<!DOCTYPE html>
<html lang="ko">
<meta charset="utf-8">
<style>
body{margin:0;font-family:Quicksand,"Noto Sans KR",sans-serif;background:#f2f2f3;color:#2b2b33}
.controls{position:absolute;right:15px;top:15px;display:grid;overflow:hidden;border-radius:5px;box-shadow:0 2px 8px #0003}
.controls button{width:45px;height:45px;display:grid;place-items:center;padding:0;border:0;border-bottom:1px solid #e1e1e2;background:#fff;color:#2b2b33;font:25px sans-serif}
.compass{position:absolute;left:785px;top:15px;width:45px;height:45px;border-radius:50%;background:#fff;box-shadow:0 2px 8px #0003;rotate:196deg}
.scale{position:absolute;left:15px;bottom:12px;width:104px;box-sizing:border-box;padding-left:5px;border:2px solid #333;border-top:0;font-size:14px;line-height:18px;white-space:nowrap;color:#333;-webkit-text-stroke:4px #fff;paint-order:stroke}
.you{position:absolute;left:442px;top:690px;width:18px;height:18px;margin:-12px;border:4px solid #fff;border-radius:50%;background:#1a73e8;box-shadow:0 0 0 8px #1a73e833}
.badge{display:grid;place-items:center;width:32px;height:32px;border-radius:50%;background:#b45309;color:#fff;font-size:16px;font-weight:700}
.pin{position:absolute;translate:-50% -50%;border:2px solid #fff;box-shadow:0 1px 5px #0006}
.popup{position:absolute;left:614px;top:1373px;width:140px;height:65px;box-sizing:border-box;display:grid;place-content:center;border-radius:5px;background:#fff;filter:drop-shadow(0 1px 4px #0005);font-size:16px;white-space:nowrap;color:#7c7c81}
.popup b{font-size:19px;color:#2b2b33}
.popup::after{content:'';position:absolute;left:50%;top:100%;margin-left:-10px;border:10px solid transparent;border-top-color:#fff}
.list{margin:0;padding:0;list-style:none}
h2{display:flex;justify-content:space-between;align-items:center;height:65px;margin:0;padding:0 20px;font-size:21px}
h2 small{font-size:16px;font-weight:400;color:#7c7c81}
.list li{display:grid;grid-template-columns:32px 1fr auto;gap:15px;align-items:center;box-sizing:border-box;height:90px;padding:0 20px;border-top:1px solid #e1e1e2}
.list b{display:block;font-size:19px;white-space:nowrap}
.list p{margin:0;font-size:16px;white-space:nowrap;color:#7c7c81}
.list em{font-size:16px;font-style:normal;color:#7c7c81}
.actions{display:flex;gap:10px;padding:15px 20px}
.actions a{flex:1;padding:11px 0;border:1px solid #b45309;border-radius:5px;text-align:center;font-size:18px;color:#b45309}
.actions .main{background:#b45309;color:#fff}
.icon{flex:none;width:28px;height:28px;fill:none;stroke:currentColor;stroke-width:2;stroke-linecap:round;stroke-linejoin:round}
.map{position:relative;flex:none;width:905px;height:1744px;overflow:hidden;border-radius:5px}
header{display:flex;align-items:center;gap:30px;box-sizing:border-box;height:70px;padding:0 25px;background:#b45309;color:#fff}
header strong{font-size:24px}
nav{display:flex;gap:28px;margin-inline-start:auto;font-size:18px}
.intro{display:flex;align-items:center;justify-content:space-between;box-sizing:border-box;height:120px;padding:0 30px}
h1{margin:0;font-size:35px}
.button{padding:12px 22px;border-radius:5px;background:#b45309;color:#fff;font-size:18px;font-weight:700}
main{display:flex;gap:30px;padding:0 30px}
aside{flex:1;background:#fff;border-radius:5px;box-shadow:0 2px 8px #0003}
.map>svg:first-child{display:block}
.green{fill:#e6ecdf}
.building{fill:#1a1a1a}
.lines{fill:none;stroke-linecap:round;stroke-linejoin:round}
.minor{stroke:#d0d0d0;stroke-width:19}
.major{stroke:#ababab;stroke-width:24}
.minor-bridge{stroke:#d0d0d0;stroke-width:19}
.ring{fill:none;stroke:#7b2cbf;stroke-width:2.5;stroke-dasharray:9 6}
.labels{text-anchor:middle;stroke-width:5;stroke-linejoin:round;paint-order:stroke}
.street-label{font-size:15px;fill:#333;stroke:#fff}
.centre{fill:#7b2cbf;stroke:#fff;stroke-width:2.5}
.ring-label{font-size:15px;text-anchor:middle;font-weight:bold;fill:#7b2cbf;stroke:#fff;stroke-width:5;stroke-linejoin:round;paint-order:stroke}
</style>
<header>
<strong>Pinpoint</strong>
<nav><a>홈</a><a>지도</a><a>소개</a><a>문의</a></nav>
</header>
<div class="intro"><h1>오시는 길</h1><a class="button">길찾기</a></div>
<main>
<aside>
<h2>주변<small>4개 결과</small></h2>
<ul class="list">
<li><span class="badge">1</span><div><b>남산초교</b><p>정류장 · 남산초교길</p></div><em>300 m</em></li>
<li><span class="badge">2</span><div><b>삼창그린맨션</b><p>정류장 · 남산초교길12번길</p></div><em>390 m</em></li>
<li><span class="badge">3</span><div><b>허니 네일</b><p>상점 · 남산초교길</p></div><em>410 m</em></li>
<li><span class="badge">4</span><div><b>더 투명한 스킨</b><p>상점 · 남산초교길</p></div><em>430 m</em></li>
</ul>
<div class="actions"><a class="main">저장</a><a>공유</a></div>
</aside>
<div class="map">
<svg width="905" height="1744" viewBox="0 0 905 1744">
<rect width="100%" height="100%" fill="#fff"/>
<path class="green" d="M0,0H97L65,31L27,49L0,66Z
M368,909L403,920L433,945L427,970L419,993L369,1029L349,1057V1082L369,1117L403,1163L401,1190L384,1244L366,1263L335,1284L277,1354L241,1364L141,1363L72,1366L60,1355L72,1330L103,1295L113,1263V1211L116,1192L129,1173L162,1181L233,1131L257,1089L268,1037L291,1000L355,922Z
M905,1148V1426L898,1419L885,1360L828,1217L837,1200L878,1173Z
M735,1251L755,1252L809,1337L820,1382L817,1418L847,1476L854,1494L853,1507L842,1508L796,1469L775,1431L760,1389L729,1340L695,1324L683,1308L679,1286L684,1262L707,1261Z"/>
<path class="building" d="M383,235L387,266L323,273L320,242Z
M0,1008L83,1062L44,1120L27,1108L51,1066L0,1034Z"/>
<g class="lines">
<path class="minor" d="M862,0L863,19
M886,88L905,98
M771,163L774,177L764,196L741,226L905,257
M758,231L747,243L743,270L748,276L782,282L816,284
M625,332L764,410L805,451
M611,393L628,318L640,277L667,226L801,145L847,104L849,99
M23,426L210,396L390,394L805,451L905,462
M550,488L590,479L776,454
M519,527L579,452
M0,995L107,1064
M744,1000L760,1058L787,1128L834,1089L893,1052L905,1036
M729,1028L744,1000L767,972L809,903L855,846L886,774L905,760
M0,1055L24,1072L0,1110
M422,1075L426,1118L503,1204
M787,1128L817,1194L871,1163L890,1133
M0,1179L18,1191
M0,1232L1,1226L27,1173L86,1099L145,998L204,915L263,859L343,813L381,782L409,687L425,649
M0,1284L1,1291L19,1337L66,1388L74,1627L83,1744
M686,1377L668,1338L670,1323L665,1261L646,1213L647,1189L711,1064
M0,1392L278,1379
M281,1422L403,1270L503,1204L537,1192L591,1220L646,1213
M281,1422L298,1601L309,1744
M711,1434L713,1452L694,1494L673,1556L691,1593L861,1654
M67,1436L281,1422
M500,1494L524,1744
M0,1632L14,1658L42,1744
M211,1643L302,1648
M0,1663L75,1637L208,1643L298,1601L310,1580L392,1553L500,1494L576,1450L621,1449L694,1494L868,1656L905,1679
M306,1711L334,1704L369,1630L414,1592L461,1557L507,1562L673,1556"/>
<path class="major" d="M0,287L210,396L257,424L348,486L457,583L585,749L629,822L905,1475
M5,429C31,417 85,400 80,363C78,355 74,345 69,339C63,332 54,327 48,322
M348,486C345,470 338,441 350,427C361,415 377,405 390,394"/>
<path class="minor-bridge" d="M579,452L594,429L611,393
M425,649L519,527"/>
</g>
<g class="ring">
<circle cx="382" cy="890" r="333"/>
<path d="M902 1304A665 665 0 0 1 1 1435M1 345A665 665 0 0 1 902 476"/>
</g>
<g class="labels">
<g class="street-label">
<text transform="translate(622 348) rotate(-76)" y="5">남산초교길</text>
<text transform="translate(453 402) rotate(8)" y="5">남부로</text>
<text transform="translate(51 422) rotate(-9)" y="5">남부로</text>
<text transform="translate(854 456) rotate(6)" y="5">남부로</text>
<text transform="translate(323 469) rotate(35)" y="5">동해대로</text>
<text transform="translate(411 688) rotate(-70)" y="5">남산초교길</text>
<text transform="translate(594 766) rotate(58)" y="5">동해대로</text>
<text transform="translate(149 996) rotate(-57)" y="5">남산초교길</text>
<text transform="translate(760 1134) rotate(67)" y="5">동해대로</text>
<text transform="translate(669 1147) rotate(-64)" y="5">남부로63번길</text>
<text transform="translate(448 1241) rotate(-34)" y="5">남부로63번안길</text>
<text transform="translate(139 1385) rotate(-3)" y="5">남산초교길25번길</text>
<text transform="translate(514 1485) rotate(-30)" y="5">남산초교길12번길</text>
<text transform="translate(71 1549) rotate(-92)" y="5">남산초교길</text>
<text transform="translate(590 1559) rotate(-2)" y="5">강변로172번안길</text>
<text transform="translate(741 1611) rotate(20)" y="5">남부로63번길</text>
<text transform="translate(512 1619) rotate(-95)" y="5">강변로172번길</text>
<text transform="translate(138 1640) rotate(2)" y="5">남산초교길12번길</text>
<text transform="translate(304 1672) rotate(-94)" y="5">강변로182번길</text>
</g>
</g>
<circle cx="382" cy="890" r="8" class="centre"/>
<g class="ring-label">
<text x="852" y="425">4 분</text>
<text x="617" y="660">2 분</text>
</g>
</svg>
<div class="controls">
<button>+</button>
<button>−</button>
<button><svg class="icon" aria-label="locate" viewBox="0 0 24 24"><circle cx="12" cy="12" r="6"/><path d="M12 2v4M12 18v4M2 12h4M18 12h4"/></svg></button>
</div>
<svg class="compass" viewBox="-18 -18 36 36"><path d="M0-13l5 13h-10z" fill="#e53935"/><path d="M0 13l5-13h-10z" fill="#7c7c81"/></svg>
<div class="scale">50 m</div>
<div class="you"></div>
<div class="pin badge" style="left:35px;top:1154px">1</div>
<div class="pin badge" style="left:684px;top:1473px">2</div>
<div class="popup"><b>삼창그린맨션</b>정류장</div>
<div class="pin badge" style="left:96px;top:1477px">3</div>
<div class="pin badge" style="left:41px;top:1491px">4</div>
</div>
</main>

********

Task statement:
Copy every line of the listing where the word "sans" appears.

Output for this task:
body{margin:0;font-family:Quicksand,"Noto Sans KR",sans-serif;background:#f2f2f3;color:#2b2b33}
.controls button{width:45px;height:45px;display:grid;place-items:center;padding:0;border:0;border-bottom:1px solid #e1e1e2;background:#fff;color:#2b2b33;font:25px sans-serif}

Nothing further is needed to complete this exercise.